Cave Dwellers

I’ve recently been reading Room by Emma Donoghue, which has harrowing subject matter and the cutest little narrator ever.Room by Emma Donoghue Specifically, it is told from the viewpoint of a 5 year old boy who has lived in one room all his life (I won’t say why, you can read the book for that). He’s with his mother and he has access to television and books, but he has never left the room.

Every object in the room is capitalized and, according to the boy, is particular. In other words, he doesn’t use a dresser or walk on the rug; he puts his clothes in Dresser and he walks on Rug. The constant contact gives him a hyper-real sense of these objects, treating them as if they are the only ones in the world. He knows a bit about the outside world (he does have a television after all), but none of it approaches the immediacy of Room (and the near-rhyme with “womb” (especially in a child’s voice) must be intentional).

In fact, he quickly points out that some things are real and other things are television. Although the television gives him information, he can’t quite believe it, or rather he can’t decide what is really real and what is fantasy. So it’s all television to him, not a part of his life and safely ignored.

This got me thinking, of course, about Plato. Not to be pedantic, but Plato wrote an allegory where he stuck a bunch of people in a cave. All they saw where shadows on the wall. He asked if they would, with sufficient special effects, mistake the shadows of things on the wall for real things. The common answer is that they would, having had no interaction with real things. It is all television.

I think that part of the great appeal of Mormonism is its promise to help us approach the real. The notions of continuing revelation or of a great plan of happiness that underlies human endeavor feel like glimpses outside the cave. We are stuck in our room, where the trivial is given undue importance and the difference between real and television seems to be coming undone. Mormonism (and religion in general) gives us a means for distinguishing the real, a way to put the objects in our life into perspective.

I’ve heard so many testimonies regarding how Mormonism gave folks answers they couldn’t find elsewhere. Even though I sometimes find slightly different answers, the method rings true. We are here, in the church, because it is a vehicle for finding, acknowledging, and living in accordance with what we consider to be real, or true.

Of course, there is a danger here. There always is. While everyone loves the allegory of the cave, no-one likes to think that they are still in there.

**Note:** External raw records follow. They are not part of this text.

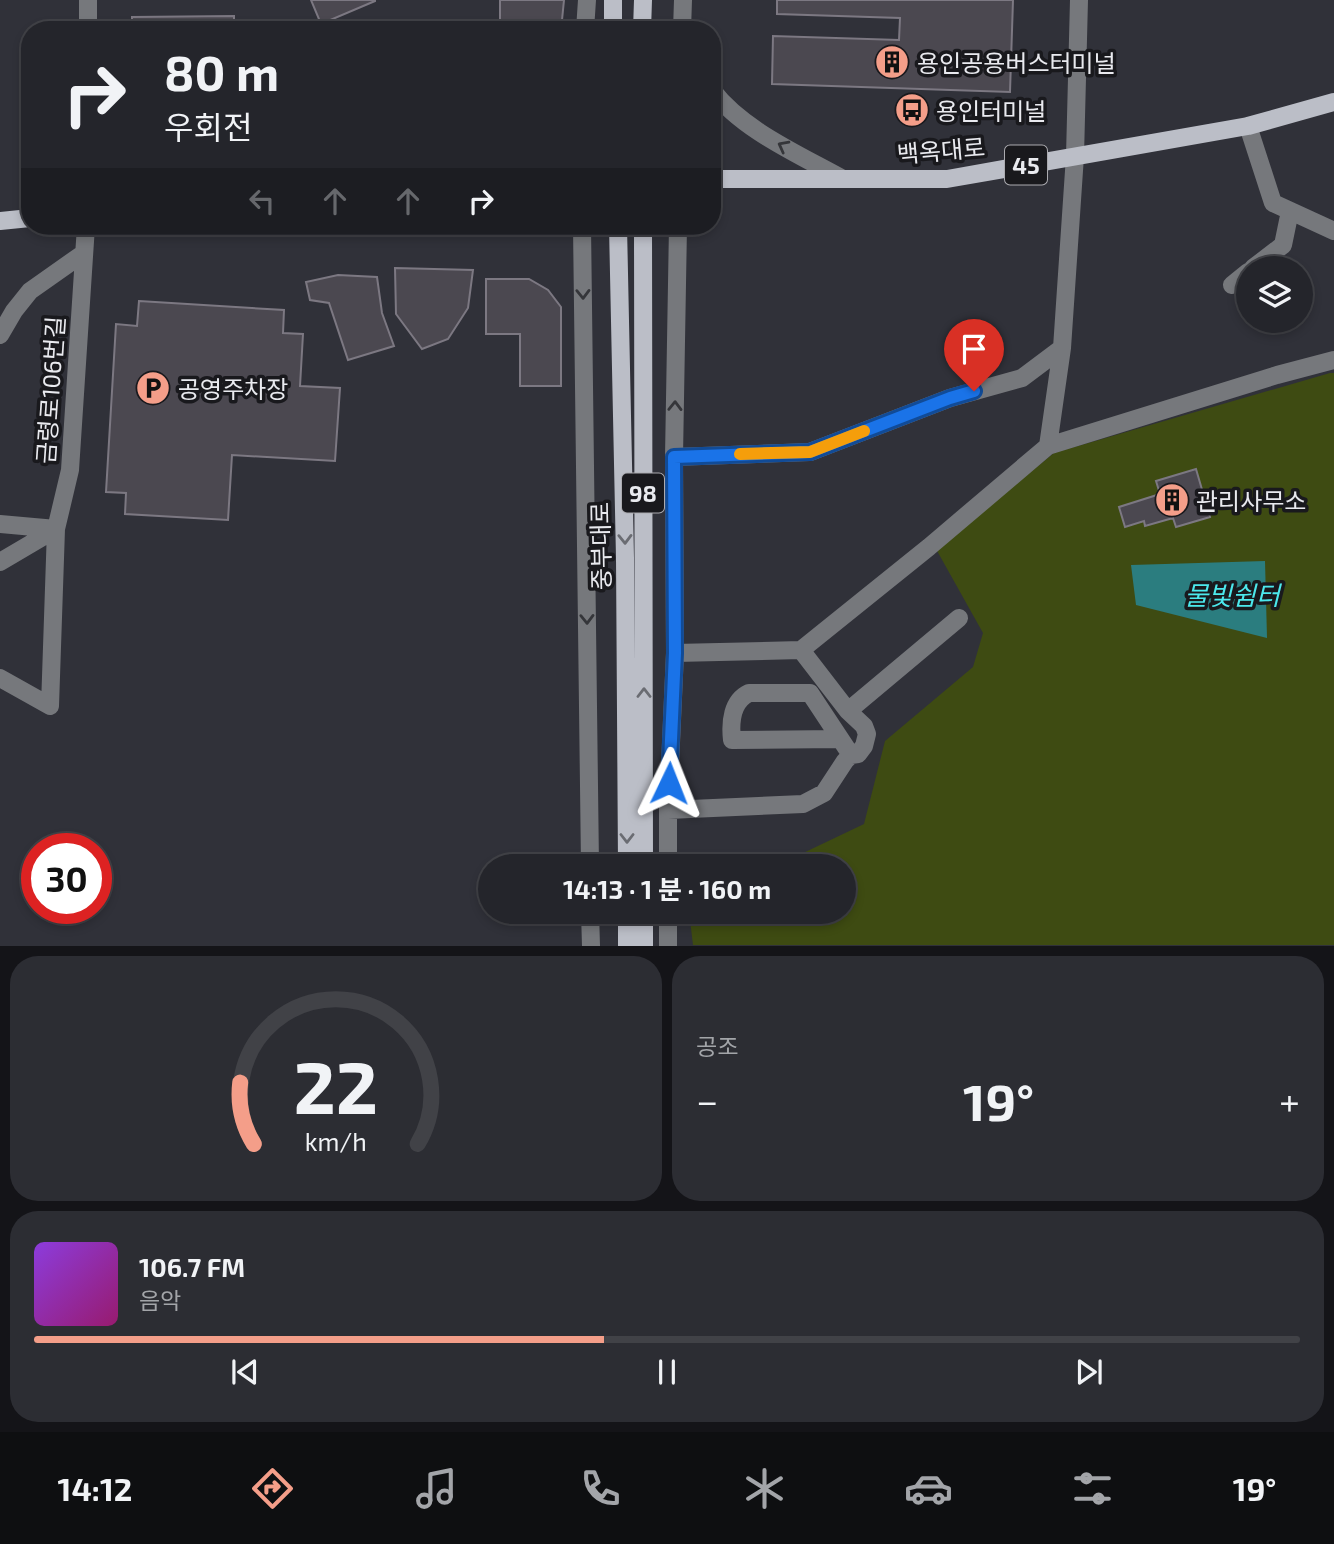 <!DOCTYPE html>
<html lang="ko">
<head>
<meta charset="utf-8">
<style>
  body { margin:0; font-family:"Exo 2","Noto Sans KR",sans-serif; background:#2c2d33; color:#f1f3f6; height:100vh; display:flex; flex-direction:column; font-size:26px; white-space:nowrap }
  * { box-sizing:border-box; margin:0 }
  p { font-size:23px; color:#a3a5a9 }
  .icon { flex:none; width:38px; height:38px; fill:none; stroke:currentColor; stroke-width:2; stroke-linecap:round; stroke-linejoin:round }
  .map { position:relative; height:946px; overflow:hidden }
  .details { display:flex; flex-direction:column; gap:10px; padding:10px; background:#141418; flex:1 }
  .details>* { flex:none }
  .guide { position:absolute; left:21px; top:21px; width:700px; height:214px; border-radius:28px; box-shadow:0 4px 10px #0003,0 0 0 2px #414247; background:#24252b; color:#f1f3f6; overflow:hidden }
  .controls { position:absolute; left:1236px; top:256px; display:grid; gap:14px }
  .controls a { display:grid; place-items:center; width:77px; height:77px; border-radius:50%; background:#24252b; box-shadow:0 4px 10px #0003,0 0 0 2px #414247; font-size:35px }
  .speed { position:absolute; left:21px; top:833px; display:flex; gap:14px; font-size:35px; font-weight:700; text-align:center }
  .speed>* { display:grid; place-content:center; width:91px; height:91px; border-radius:50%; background:#24252b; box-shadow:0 4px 10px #0003,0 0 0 2px #414247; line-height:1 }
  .speed .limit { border:10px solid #d22; background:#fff; color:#111 }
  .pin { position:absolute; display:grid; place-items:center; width:60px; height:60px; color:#fff; margin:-72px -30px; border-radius:50% 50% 50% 0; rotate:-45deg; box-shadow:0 0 7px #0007 }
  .pin .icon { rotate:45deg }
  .me { position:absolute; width:77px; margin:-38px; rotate:2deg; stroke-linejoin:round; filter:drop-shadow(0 0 5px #0008) }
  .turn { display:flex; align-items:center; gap:24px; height:147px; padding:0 28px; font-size:32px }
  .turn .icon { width:91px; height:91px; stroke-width:2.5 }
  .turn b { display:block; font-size:49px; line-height:60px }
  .lanes { display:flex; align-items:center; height:66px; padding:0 28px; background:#0003; justify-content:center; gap:35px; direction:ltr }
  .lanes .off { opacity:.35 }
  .big { font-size:52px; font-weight:700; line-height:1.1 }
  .details .card { flex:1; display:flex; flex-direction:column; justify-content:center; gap:10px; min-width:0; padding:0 24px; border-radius:28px; background:#2c2d33 }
  .details .dial { align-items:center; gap:0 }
  .dial svg { height:182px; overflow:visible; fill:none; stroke:#414247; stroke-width:7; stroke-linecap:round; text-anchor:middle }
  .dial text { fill:#f1f3f6; stroke:none }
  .song { display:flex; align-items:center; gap:21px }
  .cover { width:84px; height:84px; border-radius:10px; background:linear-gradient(135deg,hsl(270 70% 55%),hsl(320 70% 35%)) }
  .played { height:7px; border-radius:4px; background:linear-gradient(90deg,#f49e89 45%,#414247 45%) }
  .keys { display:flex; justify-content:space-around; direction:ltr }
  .heat { display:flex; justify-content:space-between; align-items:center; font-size:38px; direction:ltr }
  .details .tiles { flex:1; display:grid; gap:10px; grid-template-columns:1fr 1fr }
  .card:last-child { grid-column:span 2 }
  .trip { position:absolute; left:478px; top:854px; width:378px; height:70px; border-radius:35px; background:#24252b; box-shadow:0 4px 10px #0003,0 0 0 2px #414247; font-weight:700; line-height:70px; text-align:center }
  .tabs { display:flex; height:112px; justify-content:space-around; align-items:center; background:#0e0f11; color:#a3a5a9 }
  .tabs .icon { width:49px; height:49px }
  .tabs .selected { color:#f49e89 }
  .tabs b { font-size:32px; color:#f1f3f6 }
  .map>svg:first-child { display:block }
  .green { fill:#3e4b12 }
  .water { fill:#2b7d7f }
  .building { fill:#4b4850; stroke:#7c7882; stroke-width:2 }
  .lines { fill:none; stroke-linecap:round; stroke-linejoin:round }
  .minor { stroke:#76787c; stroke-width:18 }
  .major { stroke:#bbbec7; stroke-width:18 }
  .oneway { stroke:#35363a }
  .oneway2 { stroke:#6a6c72 }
  .route-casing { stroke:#114b97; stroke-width:18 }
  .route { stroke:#1a73e8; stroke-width:12 }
  .slow { stroke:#f59e0b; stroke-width:12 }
  .labels { text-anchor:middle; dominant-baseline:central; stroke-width:7; stroke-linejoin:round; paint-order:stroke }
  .shield { fill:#19191d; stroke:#ababb0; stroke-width:2 }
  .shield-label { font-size:23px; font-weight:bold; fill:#e9eaef }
  .poi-label { font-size:24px; fill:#e9eaef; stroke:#19191d; text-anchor:start }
  .street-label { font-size:24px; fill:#e9eaef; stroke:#19191d }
  .water-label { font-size:26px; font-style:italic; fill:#4ce8ec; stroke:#19191d }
</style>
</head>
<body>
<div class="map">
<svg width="1334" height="946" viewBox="0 0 1334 946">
  <rect width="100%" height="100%" fill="#303139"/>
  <path class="green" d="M1330,373H1334V945H693L689,912H844V866H685L683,853L799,855L864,824L885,741L973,667L983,633L936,549L1054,453Z"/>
  <path class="water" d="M1265,561L1267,638L1136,605L1131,565Z"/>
  <path class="building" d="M311,0H375V1L321,24Z
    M500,0H564L561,30H500Z
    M777,0H1013L1010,92L772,84L773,36L899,40L900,18L777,14Z
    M234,16V30H132V17Z
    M395,268L473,270L468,308L448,339L422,349L396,314Z
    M338,275L377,277L382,313L394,346L348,360L329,303L310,300L306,282Z
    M486,279H529L548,290L561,307V386H520V334H486Z
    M139,301L284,310L283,333L303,334L300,386L340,388L335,461L232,455L228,520L125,514L126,493L106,492L116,324L137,326Z
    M1196,469L1210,517L1176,527L1173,518L1145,526L1144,521L1125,527L1119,507L1160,494L1156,481Z"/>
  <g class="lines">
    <path class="minor" d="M88,30V0
      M585,30L587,0
      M682,30L683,0
      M712,90C742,130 800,155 843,179
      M1248,126L1273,203L1334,231
      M582,226L590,866
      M1253,268L1283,245L1290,211
      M1232,285L1248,272
      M0,335L14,311L30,291L84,253
      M1048,446L1062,348L1075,156L1079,0
      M674,457L810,452L950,398L1022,378L1062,348
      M0,524L56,529
      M0,562L56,529
      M801,650L848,711L864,726L867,734L864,746L858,754L851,755L810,693H749C732,701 730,722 732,740L840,739
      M675,653L801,650L929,547L1048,446L1277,375L1334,360
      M0,678L50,706L56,529L70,470L86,226
      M848,711L959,618
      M668,810L803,804L824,793L845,761L851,755
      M668,866V810L675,653L674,457L678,226
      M590,912L591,946
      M668,946V912"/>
    <path class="major" d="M613,30V0
      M642,30L643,0
      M712,179H947L1248,126L1334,102
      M0,221L30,218
      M618,226L625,558L627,866
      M643,226L644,866
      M627,946V912
      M644,946V912"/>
  </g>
  <defs><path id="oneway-chevron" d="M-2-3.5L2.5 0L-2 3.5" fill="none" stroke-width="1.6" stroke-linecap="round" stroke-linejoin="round" transform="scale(1.75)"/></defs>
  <g class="oneway">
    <use href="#oneway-chevron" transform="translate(783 146) rotate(-152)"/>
    <use href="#oneway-chevron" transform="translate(583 294) rotate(89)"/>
    <use href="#oneway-chevron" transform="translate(675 406) rotate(-89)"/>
    <use href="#oneway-chevron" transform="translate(587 619) rotate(89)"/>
  </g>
  <g class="oneway2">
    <use href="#oneway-chevron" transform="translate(625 539) rotate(89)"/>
    <use href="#oneway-chevron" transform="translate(644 693) rotate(-90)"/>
    <use href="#oneway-chevron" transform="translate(627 838) rotate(90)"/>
  </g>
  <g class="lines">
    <g class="route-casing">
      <path id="route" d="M669,783L675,653L674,457L810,452L950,398L974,391"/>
    </g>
    <use href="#route" class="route"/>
    <path class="slow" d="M740,454L810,452L864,431"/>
  </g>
  <defs>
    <g id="building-disc" transform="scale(1.75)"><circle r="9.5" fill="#f49e89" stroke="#19191d"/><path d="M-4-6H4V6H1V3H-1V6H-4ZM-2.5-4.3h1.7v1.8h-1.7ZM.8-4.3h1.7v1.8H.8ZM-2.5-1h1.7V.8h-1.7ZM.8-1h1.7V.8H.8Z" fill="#111"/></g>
    <g id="bus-disc" transform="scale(1.75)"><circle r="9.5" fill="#f49e89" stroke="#19191d"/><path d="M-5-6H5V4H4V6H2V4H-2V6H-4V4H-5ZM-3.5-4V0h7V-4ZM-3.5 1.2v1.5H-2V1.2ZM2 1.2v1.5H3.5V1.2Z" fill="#111"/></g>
    <g id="parking-disc" transform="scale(1.75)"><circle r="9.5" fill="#f49e89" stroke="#19191d"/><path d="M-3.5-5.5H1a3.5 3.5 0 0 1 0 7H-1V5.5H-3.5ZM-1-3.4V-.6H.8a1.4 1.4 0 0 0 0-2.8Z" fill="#111"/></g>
  </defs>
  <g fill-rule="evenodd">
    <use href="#building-disc" x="892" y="62"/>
    <use href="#bus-disc" x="912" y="110"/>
    <use href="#parking-disc" x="153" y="388"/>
    <use href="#building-disc" x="1172" y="500"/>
  </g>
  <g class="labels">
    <g class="shield">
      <rect x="1005" y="145.5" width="42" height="39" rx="5"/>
      <rect x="622" y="473.5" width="42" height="39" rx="5"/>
    </g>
    <g class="shield-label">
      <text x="1026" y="165">45</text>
      <text x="643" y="493">98</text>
    </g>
    <g class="poi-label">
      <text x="917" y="62">용인공용버스터미널</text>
      <text x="936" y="110">용인터미널</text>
      <text x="178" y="388">공영주차장</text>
      <text x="1196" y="500">관리사무소</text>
    </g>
    <g class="street-label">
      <text transform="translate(941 150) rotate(-5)">백옥대로</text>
      <text transform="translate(50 390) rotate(-86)">금령로106번길</text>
      <text transform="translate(600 546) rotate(-91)">중부대로</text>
    </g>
    <g class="water-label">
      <text x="1232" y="594">물빛쉼터</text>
    </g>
  </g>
</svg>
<div class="controls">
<a><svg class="icon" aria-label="layers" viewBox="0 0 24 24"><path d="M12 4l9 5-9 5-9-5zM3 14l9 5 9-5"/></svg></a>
</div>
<div class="speed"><div class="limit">30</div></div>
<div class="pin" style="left:974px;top:391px;background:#d93025"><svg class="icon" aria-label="arrive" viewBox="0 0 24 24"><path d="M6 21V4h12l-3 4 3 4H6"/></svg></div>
<svg class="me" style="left:669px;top:783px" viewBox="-20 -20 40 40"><path d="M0-17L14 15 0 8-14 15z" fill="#1a73e8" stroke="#fff" stroke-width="4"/></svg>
<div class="trip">14:13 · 1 분 · 160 m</div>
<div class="guide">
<div class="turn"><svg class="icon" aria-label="right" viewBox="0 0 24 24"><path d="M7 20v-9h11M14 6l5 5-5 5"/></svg><div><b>80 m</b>우회전</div></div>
<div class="lanes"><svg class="icon off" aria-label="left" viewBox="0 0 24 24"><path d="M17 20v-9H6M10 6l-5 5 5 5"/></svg><svg class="icon off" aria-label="ahead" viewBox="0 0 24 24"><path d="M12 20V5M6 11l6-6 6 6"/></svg><svg class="icon off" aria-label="ahead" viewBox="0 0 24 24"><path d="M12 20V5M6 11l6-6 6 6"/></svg><svg class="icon" aria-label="right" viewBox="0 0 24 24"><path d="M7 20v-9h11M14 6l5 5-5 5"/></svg></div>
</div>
</div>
<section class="details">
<div class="tiles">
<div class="card dial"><svg viewBox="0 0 100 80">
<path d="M14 69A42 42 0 1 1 86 69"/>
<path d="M14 69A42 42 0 0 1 8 42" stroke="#f49e89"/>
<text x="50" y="56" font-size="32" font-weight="700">22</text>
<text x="50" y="72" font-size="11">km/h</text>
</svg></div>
<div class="card"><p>공조</p>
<div class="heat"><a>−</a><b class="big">19°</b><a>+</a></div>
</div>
<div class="card">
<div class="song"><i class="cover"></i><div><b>106.7 FM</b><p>음악</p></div></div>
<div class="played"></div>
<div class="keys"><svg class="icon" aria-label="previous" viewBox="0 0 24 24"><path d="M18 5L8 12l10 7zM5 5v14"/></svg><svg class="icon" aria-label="pause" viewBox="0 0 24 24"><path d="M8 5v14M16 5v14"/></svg><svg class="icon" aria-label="next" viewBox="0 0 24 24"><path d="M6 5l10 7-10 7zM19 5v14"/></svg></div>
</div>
</div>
</section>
<nav class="tabs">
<b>14:12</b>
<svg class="icon selected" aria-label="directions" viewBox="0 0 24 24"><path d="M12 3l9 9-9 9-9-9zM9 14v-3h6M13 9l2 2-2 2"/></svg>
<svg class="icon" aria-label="music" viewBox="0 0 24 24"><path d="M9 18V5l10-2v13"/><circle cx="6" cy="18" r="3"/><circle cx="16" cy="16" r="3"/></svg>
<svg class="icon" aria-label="phone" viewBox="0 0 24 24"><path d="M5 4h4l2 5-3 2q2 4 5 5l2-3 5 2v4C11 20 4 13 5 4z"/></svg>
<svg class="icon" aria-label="climate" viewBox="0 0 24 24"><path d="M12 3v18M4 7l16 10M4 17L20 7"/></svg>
<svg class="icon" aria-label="car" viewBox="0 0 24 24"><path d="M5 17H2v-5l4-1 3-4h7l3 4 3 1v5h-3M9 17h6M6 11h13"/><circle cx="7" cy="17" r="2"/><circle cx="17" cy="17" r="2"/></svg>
<svg class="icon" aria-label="filters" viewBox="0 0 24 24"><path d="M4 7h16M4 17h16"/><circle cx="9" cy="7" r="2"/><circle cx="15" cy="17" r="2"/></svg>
<b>19°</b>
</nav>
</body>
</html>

And assuming that you’ve left, when you haven’t, is a sure-fire path to trouble. Joseph Smith told us that knowledge and truth were relegated to spheres, and spheres within spheres. At best, we catch occasional glimpses of the sunlight through the smoke in the cave. But those moments of enlightenment are what drive people to Mormonism. They are what drives us to anything at all.

Comments

  1. observer (fka eric s) says:

    i’ve always wondered how one can know whether they have left the cave. i’m beginning to think that at least one test is the ability to laugh at one’s self.

  2. I think there are strong comparisons here (if I may develop your metaphor) between the tendency for the child to identify the rug as ‘Rug’ and the tendency to identify the truth with ‘Truth’. Additionally there is always that challenge of recognising the light if our faces are permanent turned away from it; perhaps the reflected glimpses of the TV are a good comparison to problems the child experiences in distinguishing between fantasy/reality.

    On a different note, having read the book just after Christmas, a number of other themes emerged for me and so I appreciate this additional perspective. I won’t say what they are for fear of spoiling it for others but it is an interesting book.

  3. “at least one test is the ability to laugh at one’s self.”
    That sounds like an apology for mocking others and justifying your presumably preferences with an air of moral authority. In other words, just another blog comment ;)

    So I’ll have my own go at it. I’d like to think the test of finding out whether you’re in the cave or not, is not the ability to laugh at yourself, but rather the ability to lose yourself in the service of God and your fellow (wo)man. The times when I have found I am not doing that, I’m living within the constructs (caves) created by this world.

    Of course in fairness, you might also say I’m choosing to living within a different cave by doing so. But I’d argue, perhaps the only way to “leave the cave” is by actively focusing my life on others.

  4. Steve Evans says:

    Any reference to Cave Dwellers is worth it.

  5. I think that part of the point of Plato’s cave . . . and of the gospel, for that matter . . . is that you are never completely out of the cave.

    Like the above concept, we live in spheres within spheres of reality. There is always, in this life at least, another sphere. And even if we’re outside of more spheres than our neighbor, the difference is still rather slight in the long run.

  6. The most I can tell you about Cave Dwellers deals with three shadows in front of the screen that make fun of the movie of the same name starring Miles O’Keefe.

  7. Dave P. : Thumbs up!

  8. Mostimportantly says:

    Loved “Room”. Something that interested me even more (when taken in a gospel context) was not just that the narrator thought “Room” was the world, but that Ma constructed this reality for him to spare him the pain of missing the real world. Too much of a spoiler? Anyway, this may be the opposite of the cave dwellers line of thinking, but it offers another perspective on the veil.